Louis Maqhubela was born in 1939 in Durban, South Africa. He studied under Cecil Skotnes at the Polly Street Centre, Johannesburg, which moved to the Jubilee Centre, then after moving to London in 1978, at Goldsmiths College and the Slade School of Art.

From early figurative scenes of township life in Johannesburg, Maqhubela evolved a more abstract mode of painting, becoming one of the pioneers of modern art in South Africa. His work is characterised by a specific language of forms which float or move in a radiant, atmospheric space. Sometimes a graphic element of thin black lines appears describing animals or human figures. In spirit and form they evoke Paul Klee but what they describe is part of Maqhubela's African narrative. Recent canvases refer increasingly to traditional African forms; Pondo, Zulu, Ndbele, - all of them filtered through memory and arranged in a magical, richly coloured space with richly worked surface textures.

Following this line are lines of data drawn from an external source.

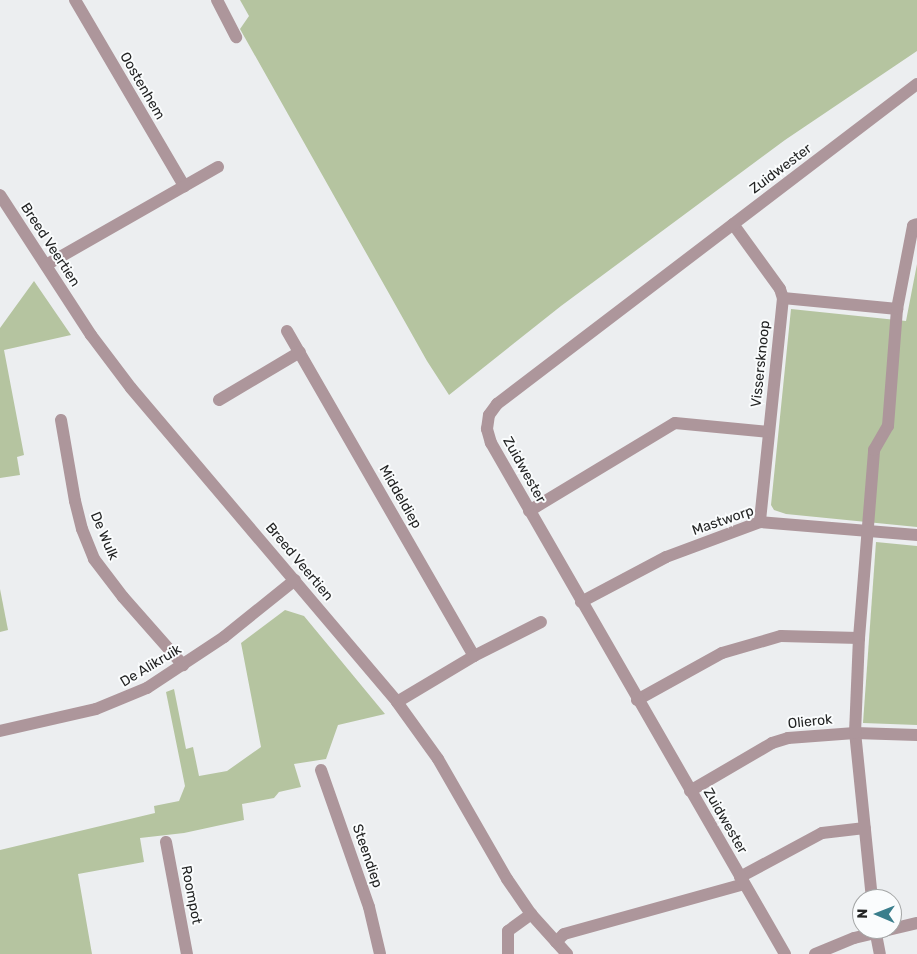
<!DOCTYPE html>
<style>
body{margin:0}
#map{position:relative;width:917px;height:954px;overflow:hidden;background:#eceef0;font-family:Rubik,sans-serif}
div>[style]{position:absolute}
.green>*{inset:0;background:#b5c4a0}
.minor>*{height:12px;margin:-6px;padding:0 6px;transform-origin:6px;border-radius:6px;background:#ad969b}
span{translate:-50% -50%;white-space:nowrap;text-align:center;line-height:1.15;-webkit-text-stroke:4px #fafcfd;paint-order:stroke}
.street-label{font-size:14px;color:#232424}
.north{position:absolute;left:852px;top:889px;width:50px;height:50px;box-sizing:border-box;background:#fafcfd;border:1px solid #a4a6a6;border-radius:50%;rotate:271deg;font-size:14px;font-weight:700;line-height:20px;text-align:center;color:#232424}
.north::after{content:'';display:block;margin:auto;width:18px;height:22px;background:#3a7e8c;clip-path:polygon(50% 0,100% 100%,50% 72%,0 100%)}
</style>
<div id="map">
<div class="green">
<div style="clip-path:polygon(240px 0,917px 0,917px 51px,785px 140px,561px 306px,449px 395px,427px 361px,240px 29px,249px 16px)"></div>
<div style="clip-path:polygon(917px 264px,917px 527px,786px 514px,774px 510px,771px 505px,791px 309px,906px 321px)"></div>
<div style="clip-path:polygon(34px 281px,71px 335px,4px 350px,24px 455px,17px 457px,20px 475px,0 478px,0 328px)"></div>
<div style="clip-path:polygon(876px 542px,917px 546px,917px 725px,863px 723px)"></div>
<div style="clip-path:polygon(0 589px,8px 630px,0 632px)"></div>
<div style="clip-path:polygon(285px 610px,304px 616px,385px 714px,338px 725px,326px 759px,294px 764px,301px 787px,279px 792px,274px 798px,242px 804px,244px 820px,184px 833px,140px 838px,144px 862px,78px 874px,92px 954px,0 954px,0 850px,155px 813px,154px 806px,179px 801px,185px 786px,166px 692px,174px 689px,186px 749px,193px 747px,199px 776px,227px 771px,261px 747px,241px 643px)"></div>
</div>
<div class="minor">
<div style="left:75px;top:0;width:216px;rotate:59.6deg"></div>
<div style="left:217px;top:0;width:42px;rotate:62.8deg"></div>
<div style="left:0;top:195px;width:167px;rotate:57deg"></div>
<div style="left:91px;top:335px;width:66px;rotate:53deg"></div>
<div style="left:131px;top:388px;width:412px;rotate:49.7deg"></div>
<div style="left:397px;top:702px;width:70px;rotate:54.3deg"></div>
<div style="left:438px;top:759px;width:138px;rotate:60.1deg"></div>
<div style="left:507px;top:879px;width:42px;rotate:55.6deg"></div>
<div style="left:531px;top:914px;width:54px;rotate:48deg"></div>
<div style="left:733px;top:224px;width:80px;rotate:54.1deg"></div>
<div style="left:780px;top:289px;width:9px;rotate:72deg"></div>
<div style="left:783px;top:298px;width:225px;rotate:95.9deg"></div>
<div style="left:46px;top:265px;width:198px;rotate:-29.7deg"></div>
<div style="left:783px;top:298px;width:115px;rotate:5.5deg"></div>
<div style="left:287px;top:331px;width:375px;rotate:60.1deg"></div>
<div style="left:219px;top:400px;width:94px;rotate:-30.7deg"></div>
<div style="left:61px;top:420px;width:82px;rotate:80.2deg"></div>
<div style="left:75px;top:501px;width:29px;rotate:76deg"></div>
<div style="left:82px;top:529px;width:32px;rotate:68deg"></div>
<div style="left:94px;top:559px;width:48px;rotate:52.7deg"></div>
<div style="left:123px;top:597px;width:91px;rotate:48.6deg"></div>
<div style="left:529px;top:511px;width:170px;rotate:-31.1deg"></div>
<div style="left:675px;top:423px;width:94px;rotate:5.5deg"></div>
<div style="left:581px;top:602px;width:96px;rotate:-27.9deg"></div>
<div style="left:666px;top:557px;width:100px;rotate:-20.4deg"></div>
<div style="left:760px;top:522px;width:158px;rotate:4.7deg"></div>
<div style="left:637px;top:700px;width:97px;rotate:-28.9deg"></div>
<div style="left:722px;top:653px;width:61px;rotate:-16.1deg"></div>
<div style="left:781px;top:636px;width:78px;rotate:1.5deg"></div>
<div style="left:397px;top:702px;width:90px;rotate:-30.9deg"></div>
<div style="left:474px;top:656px;width:75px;rotate:-26.9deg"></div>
<div style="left:0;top:731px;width:98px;rotate:-12.9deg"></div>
<div style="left:96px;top:709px;width:55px;rotate:-22.4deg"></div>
<div style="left:147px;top:688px;width:92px;rotate:-33.5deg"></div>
<div style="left:224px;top:637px;width:91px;rotate:-38.8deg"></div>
<div style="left:321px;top:770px;width:145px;rotate:70.7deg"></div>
<div style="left:369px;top:907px;width:48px;rotate:76.8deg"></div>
<div style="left:690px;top:791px;width:95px;rotate:-30.3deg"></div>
<div style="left:772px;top:743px;width:17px;rotate:-17deg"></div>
<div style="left:788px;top:738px;width:67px;rotate:-4.3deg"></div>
<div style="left:855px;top:733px;width:62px;rotate:1.8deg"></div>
<div style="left:166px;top:842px;width:114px;rotate:79.4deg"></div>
<div style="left:740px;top:877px;width:93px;rotate:-28.2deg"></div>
<div style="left:822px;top:833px;width:43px;rotate:-6.6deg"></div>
<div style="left:872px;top:899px;width:167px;rotate:-95.8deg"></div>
<div style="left:855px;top:733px;width:95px;rotate:-87.6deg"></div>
<div style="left:859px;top:638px;width:189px;rotate:-85.4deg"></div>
<div style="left:874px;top:450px;width:28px;rotate:-60deg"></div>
<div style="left:888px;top:426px;width:117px;rotate:-85.6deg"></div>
<div style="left:897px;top:309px;width:85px;rotate:-79.1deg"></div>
<div style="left:913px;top:226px;width:4px;rotate:-27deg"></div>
<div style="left:875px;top:929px;width:25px;rotate:79deg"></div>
<div style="left:556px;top:942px;width:11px;rotate:-45deg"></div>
<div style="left:564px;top:934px;width:187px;rotate:-15.5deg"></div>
<div style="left:508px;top:954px;width:23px;rotate:-90deg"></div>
<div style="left:508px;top:931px;width:29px;rotate:-36deg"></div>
<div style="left:785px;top:954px;width:590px;rotate:-119.91deg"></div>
<div style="left:491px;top:443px;width:15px;rotate:-106deg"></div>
<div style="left:487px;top:429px;width:14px;rotate:-82deg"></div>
<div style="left:489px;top:415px;width:14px;rotate:-54deg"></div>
<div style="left:497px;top:404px;width:528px;rotate:-37.3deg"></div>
<div style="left:815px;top:954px;width:42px;rotate:-22.3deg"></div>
<div style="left:854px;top:938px;width:65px;rotate:-13.4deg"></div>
</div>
<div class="street-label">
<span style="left:142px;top:86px;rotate:60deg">Oostenhem</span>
<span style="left:781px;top:169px;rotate:-37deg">Zuidwester</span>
<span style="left:50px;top:245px;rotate:57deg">Breed Veertien</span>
<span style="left:761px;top:364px;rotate:-84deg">Vissersknoop</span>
<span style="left:524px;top:470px;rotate:61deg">Zuidwester</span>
<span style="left:400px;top:497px;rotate:60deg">Middeldiep</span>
<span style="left:723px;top:521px;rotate:-19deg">Mastworp</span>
<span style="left:104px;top:536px;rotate:67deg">De Wulk</span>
<span style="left:299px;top:562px;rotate:50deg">Breed Veertien</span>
<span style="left:151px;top:666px;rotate:-31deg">De Alikruik</span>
<span style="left:810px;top:722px;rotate:-6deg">Olierok</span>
<span style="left:725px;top:821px;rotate:60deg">Zuidwester</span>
<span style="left:367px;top:856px;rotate:71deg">Steendiep</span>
<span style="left:191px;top:895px;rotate:79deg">Roompot</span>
</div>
<div class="north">N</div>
</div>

Painting on canvas, oil or gouache on paper, he was at once recognised in South Africa, where in 1966 he was hailed as one of the earliest black painters of distinction and won an award with a three month travel bursary to Europe and the UK. He emigrated from South Africa in 1993, moving to Spain, then London. Work has entered the National Gallery of South Africa and Johannesburg Art Gallery, among many other South African collections, and in London he is represented by the Victoria and Albert Museum and the USA by the National Museum of African Art, Smithsonian Institution, Washington.